WHAT YOU HAVE TO DO: Leaving the images behind, copy every line of the records exactly.

Collected data entries

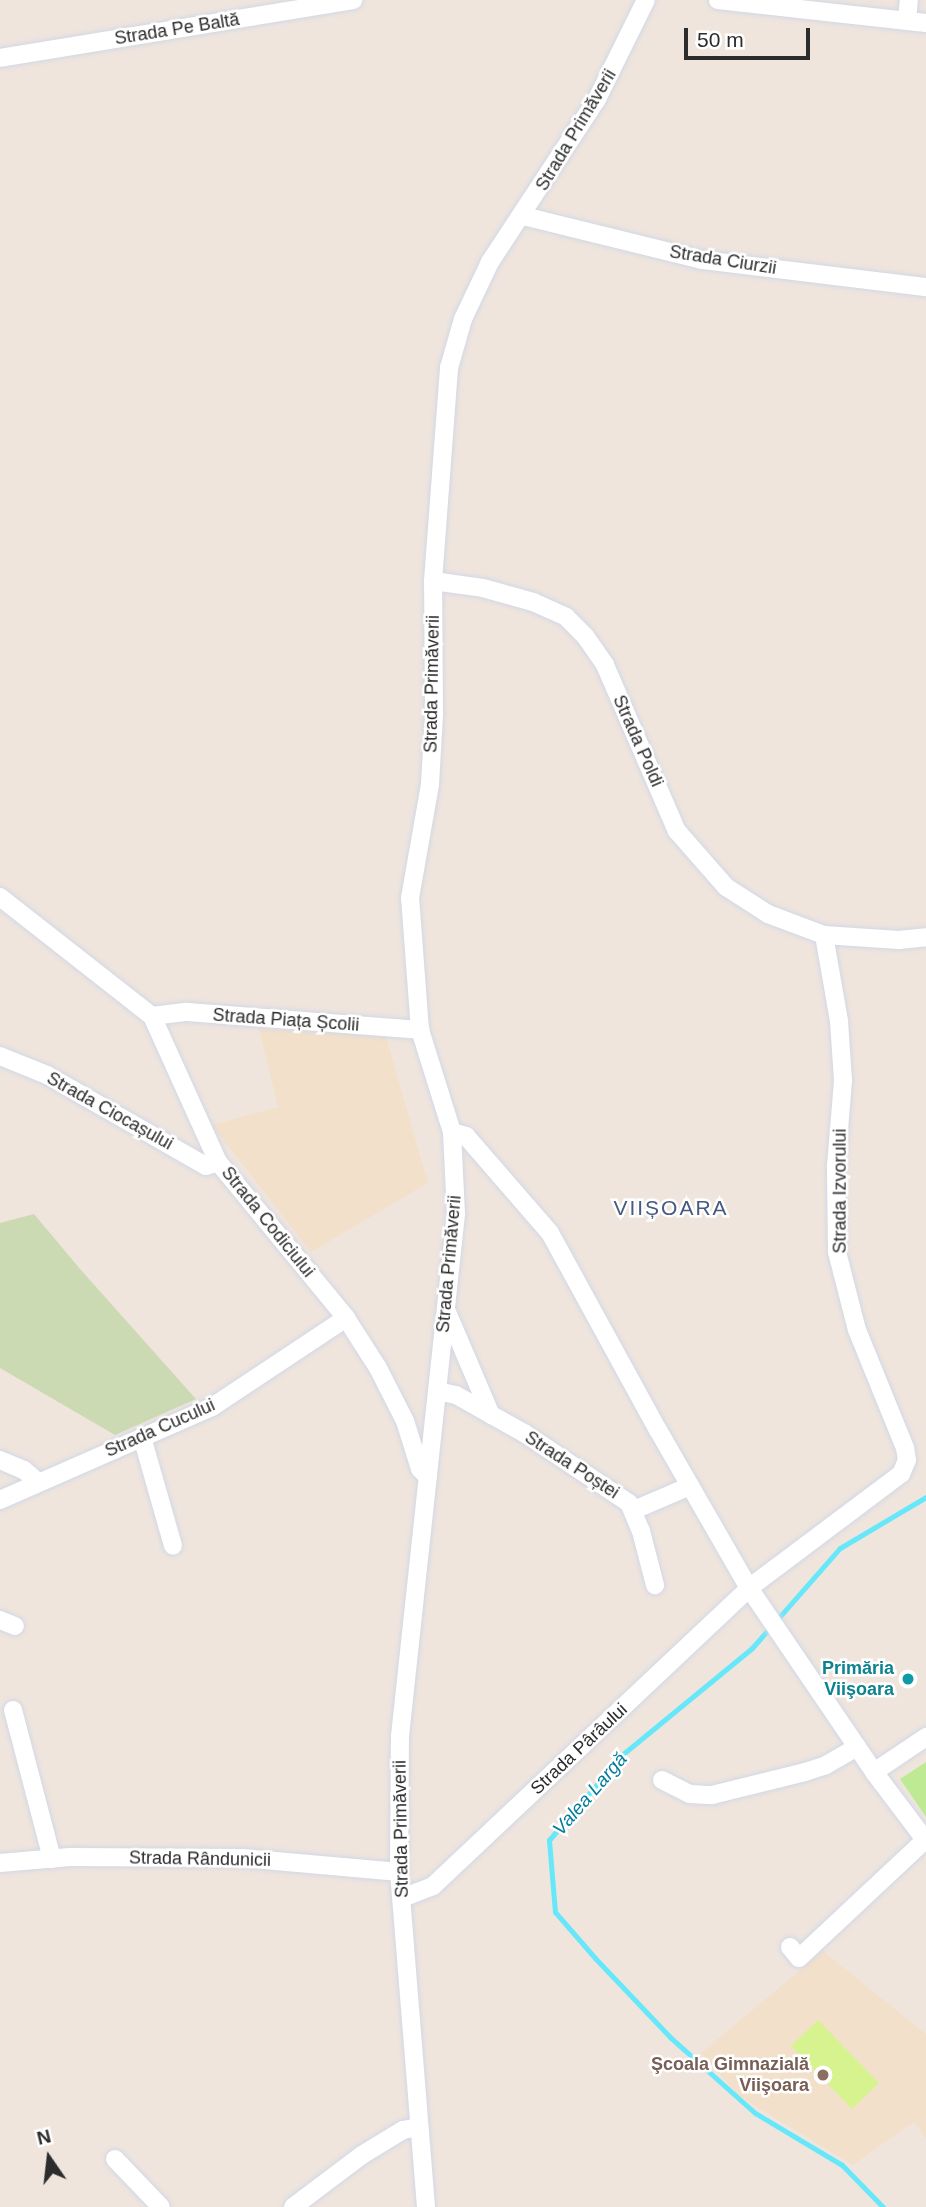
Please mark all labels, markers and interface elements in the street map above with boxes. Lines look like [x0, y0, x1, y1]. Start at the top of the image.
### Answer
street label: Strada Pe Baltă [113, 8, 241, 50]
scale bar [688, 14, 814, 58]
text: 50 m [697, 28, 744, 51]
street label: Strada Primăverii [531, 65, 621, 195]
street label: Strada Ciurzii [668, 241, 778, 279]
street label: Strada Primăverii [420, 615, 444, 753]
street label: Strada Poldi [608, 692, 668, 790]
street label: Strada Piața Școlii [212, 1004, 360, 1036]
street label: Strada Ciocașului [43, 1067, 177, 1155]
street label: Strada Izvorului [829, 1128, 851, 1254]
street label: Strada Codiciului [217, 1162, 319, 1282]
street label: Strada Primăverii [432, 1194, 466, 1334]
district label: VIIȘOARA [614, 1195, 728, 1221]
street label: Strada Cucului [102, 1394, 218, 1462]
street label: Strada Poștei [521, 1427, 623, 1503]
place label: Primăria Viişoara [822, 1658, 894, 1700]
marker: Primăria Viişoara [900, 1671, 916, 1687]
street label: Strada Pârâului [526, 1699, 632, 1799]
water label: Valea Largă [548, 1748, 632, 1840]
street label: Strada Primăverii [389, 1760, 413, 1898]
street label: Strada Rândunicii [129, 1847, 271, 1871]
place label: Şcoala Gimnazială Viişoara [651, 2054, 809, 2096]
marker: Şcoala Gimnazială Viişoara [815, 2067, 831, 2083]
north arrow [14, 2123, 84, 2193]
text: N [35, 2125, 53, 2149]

RESPONSE TO THE EXERCISE:
Please mark all labels, markers and interface elements in the street map above with boxes. Lines look like [x0, y0, x1, y1]. Start at the top of the image.
### Answer
street label: Strada Pe Baltă [113, 8, 241, 50]
scale bar [688, 14, 814, 58]
text: 50 m [697, 28, 744, 51]
street label: Strada Primăverii [531, 65, 621, 195]
street label: Strada Ciurzii [668, 241, 778, 279]
street label: Strada Primăverii [420, 615, 444, 753]
street label: Strada Poldi [608, 692, 668, 790]
street label: Strada Piața Școlii [212, 1004, 360, 1036]
street label: Strada Ciocașului [43, 1067, 177, 1155]
street label: Strada Izvorului [829, 1128, 851, 1254]
street label: Strada Codiciului [217, 1162, 319, 1282]
street label: Strada Primăverii [432, 1194, 466, 1334]
district label: VIIȘOARA [614, 1195, 728, 1221]
street label: Strada Cucului [102, 1394, 218, 1462]
street label: Strada Poștei [521, 1427, 623, 1503]
place label: Primăria Viişoara [822, 1658, 894, 1700]
marker: Primăria Viişoara [900, 1671, 916, 1687]
street label: Strada Pârâului [526, 1699, 632, 1799]
water label: Valea Largă [548, 1748, 632, 1840]
street label: Strada Primăverii [389, 1760, 413, 1898]
street label: Strada Rândunicii [129, 1847, 271, 1871]
place label: Şcoala Gimnazială Viişoara [651, 2054, 809, 2096]
marker: Şcoala Gimnazială Viişoara [815, 2067, 831, 2083]
north arrow [14, 2123, 84, 2193]
text: N [35, 2125, 53, 2149]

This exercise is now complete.